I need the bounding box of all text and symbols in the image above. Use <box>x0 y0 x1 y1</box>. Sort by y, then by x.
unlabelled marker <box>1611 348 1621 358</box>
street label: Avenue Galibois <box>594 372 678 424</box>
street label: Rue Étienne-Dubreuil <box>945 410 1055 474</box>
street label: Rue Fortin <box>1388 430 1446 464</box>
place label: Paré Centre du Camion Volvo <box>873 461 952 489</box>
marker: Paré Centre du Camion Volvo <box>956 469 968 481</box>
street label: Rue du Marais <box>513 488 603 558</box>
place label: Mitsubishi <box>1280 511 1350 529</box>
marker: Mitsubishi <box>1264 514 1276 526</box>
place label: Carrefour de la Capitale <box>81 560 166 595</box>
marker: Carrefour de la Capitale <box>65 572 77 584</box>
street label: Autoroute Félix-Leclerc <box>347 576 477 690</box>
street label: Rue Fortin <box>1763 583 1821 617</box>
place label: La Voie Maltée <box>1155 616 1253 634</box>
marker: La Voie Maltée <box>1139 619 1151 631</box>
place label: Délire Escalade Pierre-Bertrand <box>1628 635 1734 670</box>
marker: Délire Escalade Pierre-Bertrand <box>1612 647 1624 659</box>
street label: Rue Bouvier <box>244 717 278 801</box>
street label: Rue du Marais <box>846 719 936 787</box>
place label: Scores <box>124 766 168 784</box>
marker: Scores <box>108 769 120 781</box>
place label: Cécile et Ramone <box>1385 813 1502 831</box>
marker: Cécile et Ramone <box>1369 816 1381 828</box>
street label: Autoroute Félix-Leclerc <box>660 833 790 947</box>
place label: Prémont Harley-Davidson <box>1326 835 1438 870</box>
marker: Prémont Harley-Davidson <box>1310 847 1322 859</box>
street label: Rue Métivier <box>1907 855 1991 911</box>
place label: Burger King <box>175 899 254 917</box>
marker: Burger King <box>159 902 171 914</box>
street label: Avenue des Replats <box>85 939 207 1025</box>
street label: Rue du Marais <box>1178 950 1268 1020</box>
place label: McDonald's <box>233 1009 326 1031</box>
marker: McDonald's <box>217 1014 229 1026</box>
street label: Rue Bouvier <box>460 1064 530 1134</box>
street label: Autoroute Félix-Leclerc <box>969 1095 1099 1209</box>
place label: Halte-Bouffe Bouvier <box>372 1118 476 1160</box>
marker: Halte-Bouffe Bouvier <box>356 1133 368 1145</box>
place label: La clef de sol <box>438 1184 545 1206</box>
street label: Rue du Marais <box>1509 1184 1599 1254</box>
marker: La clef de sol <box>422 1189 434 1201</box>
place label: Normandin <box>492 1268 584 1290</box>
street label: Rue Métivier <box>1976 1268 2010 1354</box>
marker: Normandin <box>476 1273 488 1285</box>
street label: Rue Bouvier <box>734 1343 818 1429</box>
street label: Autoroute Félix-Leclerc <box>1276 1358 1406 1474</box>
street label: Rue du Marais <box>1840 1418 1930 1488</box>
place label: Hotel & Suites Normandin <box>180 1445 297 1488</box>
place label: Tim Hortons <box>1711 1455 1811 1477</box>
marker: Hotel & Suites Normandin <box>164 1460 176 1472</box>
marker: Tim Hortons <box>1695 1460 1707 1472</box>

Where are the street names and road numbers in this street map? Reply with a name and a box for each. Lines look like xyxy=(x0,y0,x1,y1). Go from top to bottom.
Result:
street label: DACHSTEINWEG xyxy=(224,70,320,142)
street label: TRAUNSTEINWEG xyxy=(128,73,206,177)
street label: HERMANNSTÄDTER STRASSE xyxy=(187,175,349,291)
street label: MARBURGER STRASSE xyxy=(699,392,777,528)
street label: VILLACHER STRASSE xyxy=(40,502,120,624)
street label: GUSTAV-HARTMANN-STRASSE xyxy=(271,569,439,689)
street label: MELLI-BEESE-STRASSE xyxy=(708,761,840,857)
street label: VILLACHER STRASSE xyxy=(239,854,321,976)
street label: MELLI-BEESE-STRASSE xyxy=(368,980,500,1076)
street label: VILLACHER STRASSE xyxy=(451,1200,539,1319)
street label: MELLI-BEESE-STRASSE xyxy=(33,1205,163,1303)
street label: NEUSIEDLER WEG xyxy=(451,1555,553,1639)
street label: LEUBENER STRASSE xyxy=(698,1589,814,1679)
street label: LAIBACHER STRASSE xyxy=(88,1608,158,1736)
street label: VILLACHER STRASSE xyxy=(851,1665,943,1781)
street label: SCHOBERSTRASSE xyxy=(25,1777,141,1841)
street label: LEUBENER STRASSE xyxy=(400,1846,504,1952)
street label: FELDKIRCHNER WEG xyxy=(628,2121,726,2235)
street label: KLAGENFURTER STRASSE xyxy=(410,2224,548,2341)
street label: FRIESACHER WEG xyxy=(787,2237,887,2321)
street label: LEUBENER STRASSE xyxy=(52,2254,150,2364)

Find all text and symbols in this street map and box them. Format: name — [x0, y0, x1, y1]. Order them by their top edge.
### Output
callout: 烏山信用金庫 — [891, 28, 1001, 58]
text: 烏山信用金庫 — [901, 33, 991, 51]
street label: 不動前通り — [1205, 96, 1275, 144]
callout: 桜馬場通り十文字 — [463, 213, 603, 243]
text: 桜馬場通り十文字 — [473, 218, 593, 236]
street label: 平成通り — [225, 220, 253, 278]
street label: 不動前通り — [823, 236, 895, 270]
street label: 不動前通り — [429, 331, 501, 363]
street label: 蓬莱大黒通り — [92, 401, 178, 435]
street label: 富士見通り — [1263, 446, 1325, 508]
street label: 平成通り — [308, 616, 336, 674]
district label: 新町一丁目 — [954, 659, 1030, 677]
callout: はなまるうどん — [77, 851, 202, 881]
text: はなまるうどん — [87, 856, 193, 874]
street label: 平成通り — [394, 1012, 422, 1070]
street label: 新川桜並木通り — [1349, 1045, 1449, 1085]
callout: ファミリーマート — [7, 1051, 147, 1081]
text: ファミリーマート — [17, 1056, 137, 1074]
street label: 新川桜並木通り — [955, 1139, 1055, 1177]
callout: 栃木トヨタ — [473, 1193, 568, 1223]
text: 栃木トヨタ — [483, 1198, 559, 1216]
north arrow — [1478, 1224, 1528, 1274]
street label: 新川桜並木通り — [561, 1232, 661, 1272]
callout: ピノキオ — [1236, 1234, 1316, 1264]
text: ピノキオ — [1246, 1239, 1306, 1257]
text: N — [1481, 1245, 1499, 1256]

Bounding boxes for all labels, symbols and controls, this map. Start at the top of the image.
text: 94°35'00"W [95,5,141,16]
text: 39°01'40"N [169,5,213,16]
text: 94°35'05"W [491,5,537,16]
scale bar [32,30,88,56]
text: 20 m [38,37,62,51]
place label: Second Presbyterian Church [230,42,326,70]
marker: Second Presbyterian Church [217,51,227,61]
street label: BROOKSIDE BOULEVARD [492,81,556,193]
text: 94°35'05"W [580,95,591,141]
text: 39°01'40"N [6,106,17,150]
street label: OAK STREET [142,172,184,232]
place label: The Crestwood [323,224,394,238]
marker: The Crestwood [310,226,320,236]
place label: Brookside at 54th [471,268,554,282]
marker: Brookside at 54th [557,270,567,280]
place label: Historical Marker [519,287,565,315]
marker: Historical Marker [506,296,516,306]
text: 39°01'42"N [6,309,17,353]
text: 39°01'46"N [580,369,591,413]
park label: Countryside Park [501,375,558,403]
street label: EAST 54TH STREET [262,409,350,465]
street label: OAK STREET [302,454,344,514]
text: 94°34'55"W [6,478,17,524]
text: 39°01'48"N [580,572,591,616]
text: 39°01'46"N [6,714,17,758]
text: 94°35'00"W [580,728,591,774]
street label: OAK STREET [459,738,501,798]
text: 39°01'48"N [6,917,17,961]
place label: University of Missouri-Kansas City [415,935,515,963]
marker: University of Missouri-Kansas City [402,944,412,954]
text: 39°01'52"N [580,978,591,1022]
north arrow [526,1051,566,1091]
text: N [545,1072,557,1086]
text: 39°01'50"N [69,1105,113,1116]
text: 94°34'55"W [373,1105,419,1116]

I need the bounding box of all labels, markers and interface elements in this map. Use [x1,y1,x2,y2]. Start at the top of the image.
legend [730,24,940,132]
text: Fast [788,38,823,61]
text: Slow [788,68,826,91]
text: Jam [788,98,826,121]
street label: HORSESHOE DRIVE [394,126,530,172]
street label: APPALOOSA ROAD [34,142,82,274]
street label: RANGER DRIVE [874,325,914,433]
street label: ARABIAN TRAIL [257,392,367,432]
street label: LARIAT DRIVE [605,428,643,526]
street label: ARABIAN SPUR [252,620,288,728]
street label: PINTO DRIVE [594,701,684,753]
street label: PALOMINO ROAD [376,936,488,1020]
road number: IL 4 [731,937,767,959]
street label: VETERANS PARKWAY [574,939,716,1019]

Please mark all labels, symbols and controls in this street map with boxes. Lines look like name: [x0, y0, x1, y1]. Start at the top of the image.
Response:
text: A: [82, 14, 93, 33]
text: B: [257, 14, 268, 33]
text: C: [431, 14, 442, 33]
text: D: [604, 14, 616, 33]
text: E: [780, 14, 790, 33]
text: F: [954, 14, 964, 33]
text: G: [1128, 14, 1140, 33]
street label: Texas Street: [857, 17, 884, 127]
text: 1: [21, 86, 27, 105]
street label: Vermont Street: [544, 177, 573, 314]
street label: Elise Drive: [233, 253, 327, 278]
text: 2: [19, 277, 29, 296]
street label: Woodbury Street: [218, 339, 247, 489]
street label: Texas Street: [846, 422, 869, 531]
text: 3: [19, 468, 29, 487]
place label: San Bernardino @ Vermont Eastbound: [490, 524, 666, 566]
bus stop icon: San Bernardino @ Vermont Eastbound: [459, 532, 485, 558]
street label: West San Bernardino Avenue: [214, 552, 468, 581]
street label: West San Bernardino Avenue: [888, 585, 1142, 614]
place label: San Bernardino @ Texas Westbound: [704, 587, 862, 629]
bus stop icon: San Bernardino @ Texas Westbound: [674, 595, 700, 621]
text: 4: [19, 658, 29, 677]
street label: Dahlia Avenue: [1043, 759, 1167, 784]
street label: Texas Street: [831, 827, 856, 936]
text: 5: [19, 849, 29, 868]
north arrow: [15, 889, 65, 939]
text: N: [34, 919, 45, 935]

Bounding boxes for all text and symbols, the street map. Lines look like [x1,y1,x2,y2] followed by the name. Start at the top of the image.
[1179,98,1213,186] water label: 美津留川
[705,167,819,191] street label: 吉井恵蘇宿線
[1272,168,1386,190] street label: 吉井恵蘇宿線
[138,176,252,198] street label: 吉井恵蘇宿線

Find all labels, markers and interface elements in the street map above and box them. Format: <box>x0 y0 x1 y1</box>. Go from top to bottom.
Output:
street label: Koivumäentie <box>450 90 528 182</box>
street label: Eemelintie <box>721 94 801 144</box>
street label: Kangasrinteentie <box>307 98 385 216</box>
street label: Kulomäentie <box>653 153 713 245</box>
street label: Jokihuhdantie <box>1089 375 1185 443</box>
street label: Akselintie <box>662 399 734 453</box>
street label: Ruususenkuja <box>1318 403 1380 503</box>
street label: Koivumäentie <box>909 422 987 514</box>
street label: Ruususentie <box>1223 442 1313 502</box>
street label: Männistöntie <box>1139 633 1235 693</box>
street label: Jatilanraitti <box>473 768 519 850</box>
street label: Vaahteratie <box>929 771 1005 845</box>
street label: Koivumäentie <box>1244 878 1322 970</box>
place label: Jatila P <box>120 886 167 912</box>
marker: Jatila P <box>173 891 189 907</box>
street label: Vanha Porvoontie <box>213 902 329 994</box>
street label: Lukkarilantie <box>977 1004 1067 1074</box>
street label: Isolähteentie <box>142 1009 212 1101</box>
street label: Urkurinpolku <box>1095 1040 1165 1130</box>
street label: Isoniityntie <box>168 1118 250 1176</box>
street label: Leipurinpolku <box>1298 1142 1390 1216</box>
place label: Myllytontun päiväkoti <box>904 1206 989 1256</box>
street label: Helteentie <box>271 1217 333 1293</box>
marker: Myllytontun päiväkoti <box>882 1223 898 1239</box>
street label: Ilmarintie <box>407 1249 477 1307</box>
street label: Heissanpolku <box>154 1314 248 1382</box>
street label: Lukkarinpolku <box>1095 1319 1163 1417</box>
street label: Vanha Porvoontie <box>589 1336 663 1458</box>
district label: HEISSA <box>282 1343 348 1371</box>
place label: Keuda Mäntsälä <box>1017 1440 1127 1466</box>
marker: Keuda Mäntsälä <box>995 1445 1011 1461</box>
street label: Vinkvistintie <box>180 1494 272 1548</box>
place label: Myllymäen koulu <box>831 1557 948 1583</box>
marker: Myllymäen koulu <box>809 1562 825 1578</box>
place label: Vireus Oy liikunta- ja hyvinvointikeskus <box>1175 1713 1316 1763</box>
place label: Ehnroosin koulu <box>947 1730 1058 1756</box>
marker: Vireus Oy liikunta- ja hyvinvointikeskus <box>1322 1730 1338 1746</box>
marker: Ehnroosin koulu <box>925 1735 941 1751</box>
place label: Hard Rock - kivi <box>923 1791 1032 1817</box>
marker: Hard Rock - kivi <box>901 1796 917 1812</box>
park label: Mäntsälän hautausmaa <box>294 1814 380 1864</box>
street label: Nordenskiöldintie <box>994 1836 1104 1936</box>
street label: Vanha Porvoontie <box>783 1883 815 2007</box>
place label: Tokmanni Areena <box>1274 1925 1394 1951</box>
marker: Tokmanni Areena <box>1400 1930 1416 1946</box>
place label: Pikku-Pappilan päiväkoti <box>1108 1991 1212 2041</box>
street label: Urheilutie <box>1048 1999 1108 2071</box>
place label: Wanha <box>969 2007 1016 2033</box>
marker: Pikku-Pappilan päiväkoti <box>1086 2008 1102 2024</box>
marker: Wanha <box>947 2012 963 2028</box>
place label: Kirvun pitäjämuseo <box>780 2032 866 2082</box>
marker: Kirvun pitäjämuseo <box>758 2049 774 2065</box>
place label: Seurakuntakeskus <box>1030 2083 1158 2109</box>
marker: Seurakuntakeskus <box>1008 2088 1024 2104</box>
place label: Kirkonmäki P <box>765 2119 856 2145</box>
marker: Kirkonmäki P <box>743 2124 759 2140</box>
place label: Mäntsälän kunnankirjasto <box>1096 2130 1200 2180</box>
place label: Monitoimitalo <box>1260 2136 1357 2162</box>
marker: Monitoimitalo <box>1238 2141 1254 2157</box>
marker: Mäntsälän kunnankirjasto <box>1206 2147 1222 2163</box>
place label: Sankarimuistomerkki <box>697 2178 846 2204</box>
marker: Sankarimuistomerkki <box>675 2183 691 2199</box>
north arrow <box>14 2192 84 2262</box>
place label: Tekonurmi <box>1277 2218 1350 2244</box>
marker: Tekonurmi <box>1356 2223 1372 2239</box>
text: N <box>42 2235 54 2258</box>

> **WHAT NEEDS TO BE DONE**
Go through the records line by line, and copy each line that holds the string "Monitoimitalo".

> **TASK RESPONSE**
place label: Monitoimitalo <box>1260 2136 1357 2162</box>
marker: Monitoimitalo <box>1238 2141 1254 2157</box>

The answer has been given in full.